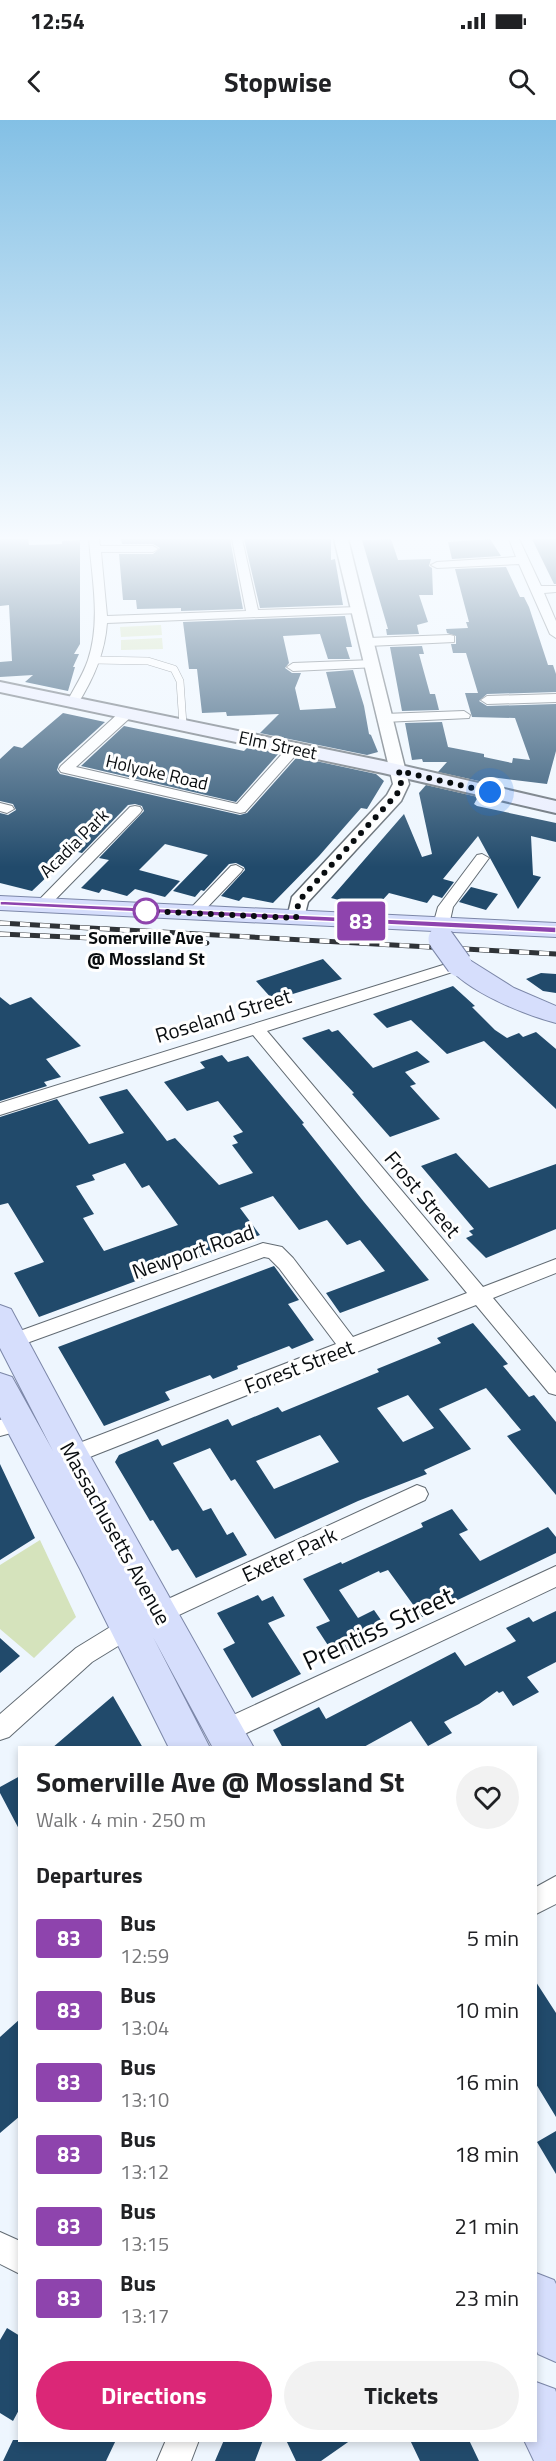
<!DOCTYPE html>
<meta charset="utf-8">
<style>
body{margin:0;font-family:"Titillium Web",sans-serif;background:#f2f2f2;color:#202124;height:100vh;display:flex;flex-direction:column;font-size:22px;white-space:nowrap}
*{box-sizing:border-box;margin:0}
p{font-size:20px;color:#757577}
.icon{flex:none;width:33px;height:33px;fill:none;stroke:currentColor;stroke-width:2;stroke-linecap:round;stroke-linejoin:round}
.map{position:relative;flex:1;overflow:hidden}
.sheet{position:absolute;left:18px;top:1626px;width:519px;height:696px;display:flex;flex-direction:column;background:#fff;border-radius:0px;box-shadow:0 3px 9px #0003}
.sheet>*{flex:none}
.badge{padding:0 12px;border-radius:4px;font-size:21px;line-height:39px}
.you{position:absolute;width:30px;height:30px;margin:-15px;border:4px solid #fff;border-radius:50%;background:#1a73e8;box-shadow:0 0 0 9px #1a73e833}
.map>.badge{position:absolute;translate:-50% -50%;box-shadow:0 0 0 3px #fff}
h2{padding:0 18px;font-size:22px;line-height:54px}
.round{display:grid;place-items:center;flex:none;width:63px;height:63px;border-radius:32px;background:#f2f2f2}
.summary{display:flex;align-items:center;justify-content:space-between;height:102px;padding:0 18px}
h1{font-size:28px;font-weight:700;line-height:45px}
.button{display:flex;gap:12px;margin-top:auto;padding:12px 18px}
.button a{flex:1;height:69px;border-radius:36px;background:#db2777;color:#fff;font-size:24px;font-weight:700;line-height:69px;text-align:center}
.button a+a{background:#f2f2f2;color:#202124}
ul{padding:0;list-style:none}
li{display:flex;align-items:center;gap:18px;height:72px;padding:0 18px}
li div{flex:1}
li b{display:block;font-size:22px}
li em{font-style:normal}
li .badge{min-width:66px;font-weight:700;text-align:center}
.status{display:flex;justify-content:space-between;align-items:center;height:42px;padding:0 30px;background:#fff;direction:ltr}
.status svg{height:16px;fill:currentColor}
header{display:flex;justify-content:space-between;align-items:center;height:78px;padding:0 18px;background:#fff;font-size:27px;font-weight:700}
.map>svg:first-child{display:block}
.green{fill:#d5e3bc}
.building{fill:#214a6b;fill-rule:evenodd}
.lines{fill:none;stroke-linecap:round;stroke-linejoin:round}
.service-casing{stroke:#626b73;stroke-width:8}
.minor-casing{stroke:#626b73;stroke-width:2}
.tertiary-casing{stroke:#626b73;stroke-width:3}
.secondary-casing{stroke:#626b73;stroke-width:4}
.primary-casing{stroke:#7c87a8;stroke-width:2}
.service{stroke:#fff;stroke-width:7}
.minor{fill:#fff;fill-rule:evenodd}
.tertiary{fill:#fff;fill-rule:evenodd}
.secondary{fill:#eaeefe;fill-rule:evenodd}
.primary{fill:#d6defc;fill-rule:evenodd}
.rail-casing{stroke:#2f3337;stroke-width:5}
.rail{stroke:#fff;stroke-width:4;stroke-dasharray:10;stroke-linecap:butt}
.primary-bridge-casing{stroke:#7c87a8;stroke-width:27;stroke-linecap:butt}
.primary-bridge{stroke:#d6defc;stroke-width:25}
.line{fill:#8e44ad;stroke:#fff;stroke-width:1.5}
.walk{stroke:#090d10;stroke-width:6;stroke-dasharray:0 10.8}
.stop-dot{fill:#fff;stroke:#8e44ad;stroke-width:3}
.labels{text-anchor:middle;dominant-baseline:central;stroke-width:6;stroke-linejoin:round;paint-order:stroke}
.far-street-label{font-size:18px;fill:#090d10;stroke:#fff}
.far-stop-label{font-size:18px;font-weight:bold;fill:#090d10;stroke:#fff}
.street-label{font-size:21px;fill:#090d10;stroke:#fff}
.near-street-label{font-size:26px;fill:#090d10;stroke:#fff}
</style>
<div class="status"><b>12:54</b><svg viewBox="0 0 49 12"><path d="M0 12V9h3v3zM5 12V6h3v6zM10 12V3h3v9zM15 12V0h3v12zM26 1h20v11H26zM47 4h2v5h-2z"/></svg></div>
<header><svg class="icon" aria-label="back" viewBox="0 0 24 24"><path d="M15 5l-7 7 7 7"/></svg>Stopwise<svg class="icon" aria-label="search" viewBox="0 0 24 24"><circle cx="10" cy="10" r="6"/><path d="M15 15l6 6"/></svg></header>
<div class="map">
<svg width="556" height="2341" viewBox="0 0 556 2341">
<rect width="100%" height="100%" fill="#eef6fe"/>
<path class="green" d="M161,505L162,515L121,517L120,507Z
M162,518L163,529L121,530V520Z
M40,1420L76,1497L34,1538L0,1509V1445Z"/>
<path class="building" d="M0,419H28L29,425L62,424V421L80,420V524L74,534H79L73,547H75L68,571L25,562L33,555L0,557V542L12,541L9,485L0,486Z
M121,419H230L243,489L181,491V488L137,489L136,480H123L119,434H153L160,428L153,424H122Z
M244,419H331V440L335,439L343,485L260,488Z
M391,419L398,440L431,439L429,446L432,448L433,475H419L428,502L417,505L419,514L387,515L386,509H388L362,420Z
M490,419L501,436L452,439L448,422Z
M532,419H556V464H554Z
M506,447L520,477H524L529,487L548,545H553L556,554V572L487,574L479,581L487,586L556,584V631L547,664L491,657L488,663L438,652L447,642H423L422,639L412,640L405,603L442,602L448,627L484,634V637L512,643L513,638L530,640L515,598L472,597L465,573H478L466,533H453L451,524H456V516L447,513L446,509L468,508L466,502H469L455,449Z
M345,496L352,527H346L350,539H328L320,514L283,516L289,543L285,548L292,553H301L295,568L300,590L336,588L326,552L353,550L364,586L369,614L371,615L378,632L367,635L260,613L279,594L227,596L226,592L202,593L197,549H189L183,502Z
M422,526L424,534H419L430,574H435L439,590L402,591L390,527Z
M63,593L105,602L59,644L57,650L60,654L240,695L247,693L297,637L376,654L384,661L367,689L361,688L319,736L273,783L243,777L239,781L221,776L245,750L244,747L236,743L229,744L204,771L201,770L195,777L173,771L208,735L165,724L139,750L180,761L165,777L135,769L127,776L102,769L99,773L81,768L109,740L99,738L144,691L142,686L135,684L128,685L82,733L74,731L32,771L0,763V693L8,695L16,690L13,684L0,681V639L14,626L22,628Z
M124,606L244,631L248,627L279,633L236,682L81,646Z
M426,665L478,677L474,684L477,686L556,703V722L531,716L533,755L541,757L518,789L478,716L443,759L454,762L442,778L433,775L427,783L389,773L379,784L359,779L355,784L331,778L404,694L422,737L432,734L419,673Z
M471,767L498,774L486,790L459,782Z
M323,839L342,859L273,880L256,861Z
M541,853L556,854V873L543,871L526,859Z
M453,866L475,886L472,887L495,910L507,918L519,913L523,917L536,912L556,929V989L484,921L447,934L411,900L387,908L373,894Z
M0,877L10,885L31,877L81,926L46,939L61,957L44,962L47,966L0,981Z
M329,909L332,912L338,910L373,948L417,931L430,942L405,952L416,964L410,966L440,999L390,1017L352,974L354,973L302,918Z
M222,935L228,942L248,936L304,1003L302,1004L364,1082L429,1160L340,1193L326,1173L385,1151L360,1120L347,1125L327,1100L299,1110L273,1076L240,1088L260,1115L39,1197L14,1153L44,1142L8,1083L0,1085V997L57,979L89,1024L124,1013L99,977L127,969L167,1021L175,1018L219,1065L253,1053L232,1025L238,1023L233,1016L243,1012L218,981L187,991L164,962L205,948L200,942ZM125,1043L142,1068L149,1065L178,1105L104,1131L83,1098L94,1094L76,1066L95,1060L92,1055Z
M456,1033L489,1068L556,1044V1109L486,1138L466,1118L473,1115L469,1111L474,1109L421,1046Z
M274,1146L299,1180L288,1184L314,1220L292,1229L289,1226L237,1246L238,1249L213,1259L210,1255L165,1272L170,1280L104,1306L58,1227Z
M473,1203L508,1244L503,1246L529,1277L534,1275L556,1302V1375L507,1316L521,1310L486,1268L439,1289L471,1329L424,1350L427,1354L358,1381L275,1419L235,1359L231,1361L210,1328L173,1343L203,1391L211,1388L227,1415L233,1412L247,1435L196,1458L178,1429L172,1431L153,1400L150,1401L115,1342L119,1335L158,1319L162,1326L228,1299L232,1306L278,1287L282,1292L379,1252L377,1249L441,1223L437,1218ZM408,1275L434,1308L403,1322L377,1288ZM320,1315L339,1342L274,1369L256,1341Z
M0,1344L35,1418L0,1440Z
M452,1389L468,1410L459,1414L480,1441L548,1407L556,1417V1433L422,1497L388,1450L380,1453L379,1451L339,1470L358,1498L374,1490L388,1510L335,1536L316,1507L330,1501L303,1459L341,1442L342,1444L423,1407L421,1403Z
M258,1475L262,1481L273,1476L285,1496L268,1503L301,1554L252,1578L223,1529L235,1523L217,1493Z
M556,1491V1542L527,1557L539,1572L513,1586L503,1571L499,1573L497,1571L479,1584L444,1602L452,1613L428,1626L411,1601L362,1628H283L273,1610L319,1587L326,1599L455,1532L465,1546L516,1521L506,1508L529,1497L533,1502Z
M0,1518L20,1536L0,1553Z
M113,1576L143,1628H52Z
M20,1656V1711L0,1673V1667Z
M536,1862L556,1893V1997L536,1964Z
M20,1899V1996L0,2013V1917Z
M556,2011V2054L537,2022Z
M7,2208L20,2216V2288L13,2301L0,2293V2220Z
M13,2320H116L106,2341H3Z
M224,2320H263L255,2341H215Z
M286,2320H351L321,2341H296Z
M410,2320H469L479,2341H420Z"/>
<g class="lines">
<g class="service-casing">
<path id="service" d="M94,540L148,541L174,549L180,561L183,605"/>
</g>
<g class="minor-casing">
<path id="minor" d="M89,419H99L100,426H153L158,429L153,432H101L107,496L246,491L232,419H242L258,490L360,487L366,490L360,493L107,503C105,533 93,560 77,585H69L67,582C74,568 83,555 88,540C101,501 92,459 89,419Z
M509,419H519L541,466H556V472L544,473L556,501V518L550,514L519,444L437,448L431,445L437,442L516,437Z
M450,515L454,516V522L368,526L362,522L368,518Z
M373,540L379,544L377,547L293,551L287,547L293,543Z
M556,574V582L487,584L481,580L487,576Z
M127,589L133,593L132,596L76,647L237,684L290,625L295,624L302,628L245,692L240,693L61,652L59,649L61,646L122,590Z
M464,591L470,595L469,598L384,602L378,598L384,594Z
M0,683L12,686L14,689L7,693L0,691Z
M135,686L140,687L142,690L140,693L46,789H36L33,786L36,783L130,687Z
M482,734L489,738L453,787L449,805L441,810L436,808L433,805L438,787L477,735Z
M236,745L243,749L241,752L199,796H189L186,793L189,790L231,746Z
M459,840L467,845L465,848L267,911L483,1167L556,1139V1153L493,1178L556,1253V1275L549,1273L476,1185L72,1344L64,1346L56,1344L53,1338L56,1332L336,1224L279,1148L269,1138L264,1137L13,1228L6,1226L3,1221L6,1216L263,1123L282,1127L293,1138L353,1217L467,1173L253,915L0,995V983Z
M19,1295L26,1297L30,1303L26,1309L0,1316V1300Z
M417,1365L425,1368L428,1374L425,1380L136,1515L92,1542L9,1617L0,1620V1594L76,1528L120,1501Z
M556,1446V1467L234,1619L225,1622L216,1619L213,1611L216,1603Z
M556,1756V1784L536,1794V1767Z
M0,2112L20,2121V2154L0,2144Z
M166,2320H199L191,2341H157Z"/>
</g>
<g class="tertiary-casing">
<path id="tertiary" d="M334,419H348L409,664L401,681L308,782L303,802H289L287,798L292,777L387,675L393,664Z"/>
</g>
<g class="secondary-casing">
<path id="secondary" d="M0,562L383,641L556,681V693L383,653L0,572Z"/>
</g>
<g class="primary-casing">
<path id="primary" d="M0,776L556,803V817L0,790Z
M459,836L468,839L514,868L556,886V903C525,895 465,871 446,844L450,839Z
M0,1185L11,1189L84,1325L254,1628H213L153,1517L210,1628H169L80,1449L0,1297V1253L12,1257L53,1331L0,1228Z
M536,2153L554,2160L556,2164V2242L538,2234L536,2229Z
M536,2262L555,2269L556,2272V2341H534L524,2320H536Z"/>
</g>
<use href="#service" class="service"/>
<use href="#minor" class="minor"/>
<use href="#tertiary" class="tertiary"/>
<use href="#secondary" class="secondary"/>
<use href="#primary" class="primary"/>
<g class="rail-casing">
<path id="rail" d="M0,803L556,834
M0,814L207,823"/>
</g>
<use href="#rail" class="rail"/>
<g class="primary-bridge-casing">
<path id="primary-bridge" d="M441,819L459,844"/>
</g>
<use href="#primary-bridge" class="primary-bridge"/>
</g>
<linearGradient id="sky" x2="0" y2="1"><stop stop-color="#83c0e5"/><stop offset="0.56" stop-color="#f7fbff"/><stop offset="1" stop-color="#f7fbff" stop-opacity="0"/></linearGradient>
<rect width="556" height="747" fill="url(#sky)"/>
<path class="line" d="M0,781L556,807V813L0,785Z"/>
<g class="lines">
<path class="walk" d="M146,791L296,798L298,785L303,776L397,674L401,664L399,651L490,672"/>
</g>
<circle class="stop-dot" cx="146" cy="791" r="12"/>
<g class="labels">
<g class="far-street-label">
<text transform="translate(278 625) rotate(12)">Elm Street</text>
<text transform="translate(157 652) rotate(13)">Holyoke Road</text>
<text transform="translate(74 723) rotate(-45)">Acadia Park</text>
</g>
<g class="far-stop-label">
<text x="146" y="817">Somerville Ave<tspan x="146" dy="21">@ Mossland St</tspan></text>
</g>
<g class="street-label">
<text transform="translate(223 895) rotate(-17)">Roseland Street</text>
<text transform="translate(423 1074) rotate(50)">Frost Street</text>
<text transform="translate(193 1131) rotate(-19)">Newport Road</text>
<text transform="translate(299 1246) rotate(-21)">Forest Street</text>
<text transform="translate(116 1413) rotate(61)">Massachusetts Avenue</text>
<text transform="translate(289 1434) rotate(-25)">Exeter Park</text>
</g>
<g class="near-street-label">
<text transform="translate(378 1508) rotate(-25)">Prentiss Street</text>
</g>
</g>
</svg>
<div class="you" style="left:490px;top:672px"></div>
<b class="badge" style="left:361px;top:801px;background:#8e44ad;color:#fff">83</b>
<section class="sheet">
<div class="summary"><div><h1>Somerville Ave @ Mossland St</h1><p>Walk · 4 min · 250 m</p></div><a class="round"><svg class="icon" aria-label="heart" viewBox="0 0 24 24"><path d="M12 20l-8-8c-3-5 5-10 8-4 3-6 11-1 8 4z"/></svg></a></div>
<h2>Departures</h2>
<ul>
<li><span class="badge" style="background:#8e44ad;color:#fff">83</span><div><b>Bus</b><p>12:59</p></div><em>5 min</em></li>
<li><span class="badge" style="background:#8e44ad;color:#fff">83</span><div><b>Bus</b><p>13:04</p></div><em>10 min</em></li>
<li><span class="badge" style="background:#8e44ad;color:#fff">83</span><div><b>Bus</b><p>13:10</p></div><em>16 min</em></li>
<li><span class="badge" style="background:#8e44ad;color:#fff">83</span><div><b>Bus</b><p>13:12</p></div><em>18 min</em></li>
<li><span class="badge" style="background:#8e44ad;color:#fff">83</span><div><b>Bus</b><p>13:15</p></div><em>21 min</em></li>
<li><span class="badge" style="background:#8e44ad;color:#fff">83</span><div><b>Bus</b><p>13:17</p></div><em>23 min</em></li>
</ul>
<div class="button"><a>Directions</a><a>Tickets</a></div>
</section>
</div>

***

Word for word, restate the lines of the listing above starting at the line with "12V9h3v3zM5 12V6h3v6zM10 12V3h3v9zM15" and ending at the line with "M162,518L163,529L121,530V520Z", and nothing outside them.

<div class="status"><b>12:54</b><svg viewBox="0 0 49 12"><path d="M0 12V9h3v3zM5 12V6h3v6zM10 12V3h3v9zM15 12V0h3v12zM26 1h20v11H26zM47 4h2v5h-2z"/></svg></div>
<header><svg class="icon" aria-label="back" viewBox="0 0 24 24"><path d="M15 5l-7 7 7 7"/></svg>Stopwise<svg class="icon" aria-label="search" viewBox="0 0 24 24"><circle cx="10" cy="10" r="6"/><path d="M15 15l6 6"/></svg></header>
<div class="map">
<svg width="556" height="2341" viewBox="0 0 556 2341">
<rect width="100%" height="100%" fill="#eef6fe"/>
<path class="green" d="M161,505L162,515L121,517L120,507Z
M162,518L163,529L121,530V520Z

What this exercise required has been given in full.